Differential vulnerability CRISPRi screen in Rif Sensitive and Rif Resistant strains of M. tuberculosis

A genome-wide CRISPRi library (RLC0011) was transformed into an M. tuberculosis bioA deletion strain (Rif Sensitive) and an M. tuberculosis rpoB S450L bioA deletion strain (Rif Resistant). The libraries were serially passaged in triplicate in either the presence (CRISPRi on) or absence (CRISPRi off) of ATc. Genomic DNA was harvested at the following generations (cumulative) and subjected to deep sequencing: 0, 2.5, 5, 7.5, 10, 15, 20, 25, and 30. Genetic vulnerability was then calculated, similar to what was described in Bosch & DeJesus et al. (PMID: 34297925). Differential vulnerability of each gene in the S450L mutant strain was calculated with respect to the parental, wild-type M. tuberculosis strain.

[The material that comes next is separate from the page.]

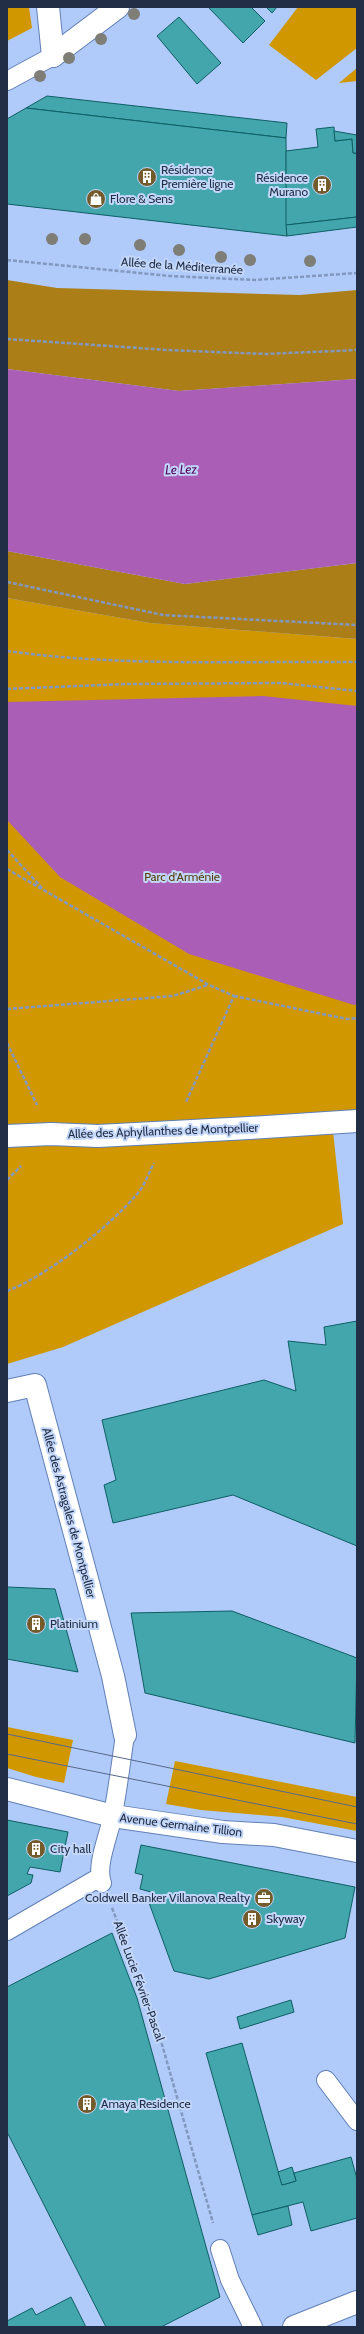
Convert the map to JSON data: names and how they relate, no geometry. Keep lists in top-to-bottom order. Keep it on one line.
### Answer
{"streets":{"street":["Allée des Aphyllanthes de Montpellier","Allée des Astragales de Montpellier","Avenue Germaine Tillion"],"path":["Allée de la Méditerranée","Allée Lucie Février-Pascal"]},"water":["Le Lez"],"parks":["Parc d'Arménie"],"places":{"building":["Résidence Première ligne","Résidence Murano","Platinium","City hall","Skyway","Amaya Residence"],"shop":["Flore & Sens"],"office":["Coldwell Banker Villanova Realty"]}}
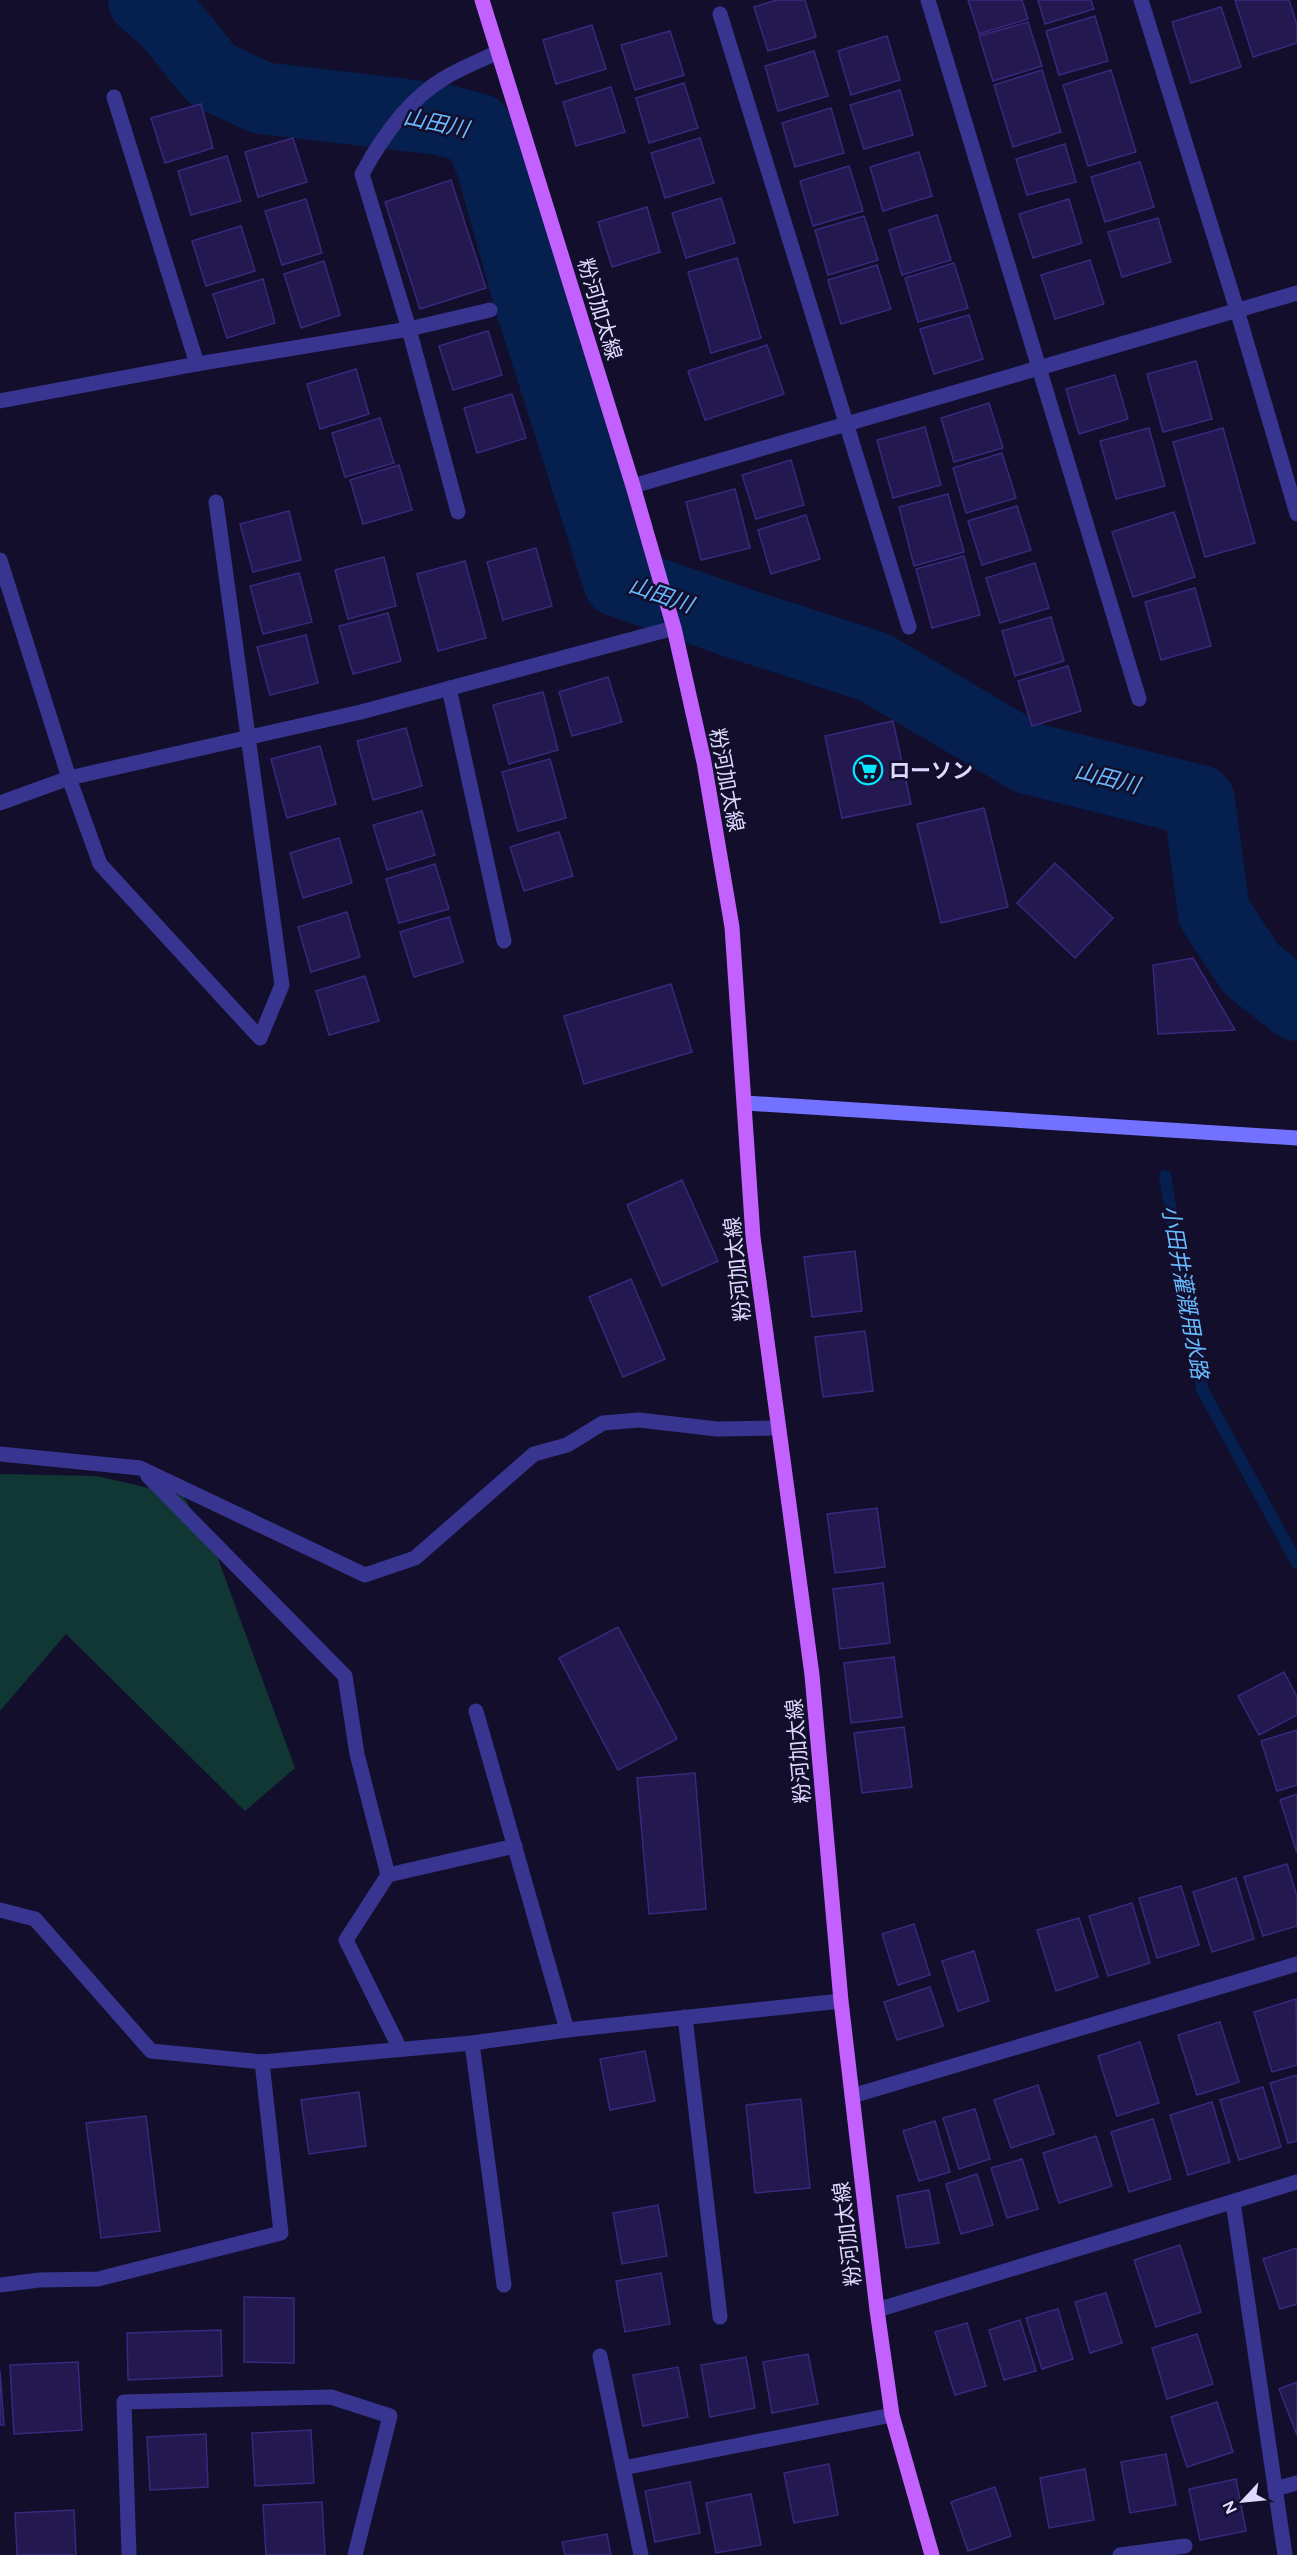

本研究将编号为RLC0011的全基因组CRISPR干扰（CRISPRi）文库，分别转化至结核分枝杆菌（Mycobacterium tuberculosis）bioA基因缺失菌株（利福平敏感型），以及rpoB S450L位点突变且bioA基因缺失的结核分枝杆菌菌株（利福平耐药型）。将上述文库分别在添加ATc（CRISPRi激活）或不添加ATc（CRISPRi沉默）的条件下，进行三次生物学重复连续传代。分别在下列累计传代代数收集基因组DNA：0、2.5、5、7.5、10、15、20、25和30代，随后对其进行深度测序。基因脆弱性的计算方法参照Bosch与DeJesus等人发表于PMID: 34297925的研究。本研究以亲本野生型结核分枝杆菌菌株为参照，计算S450L突变菌株中各基因的差异脆弱性。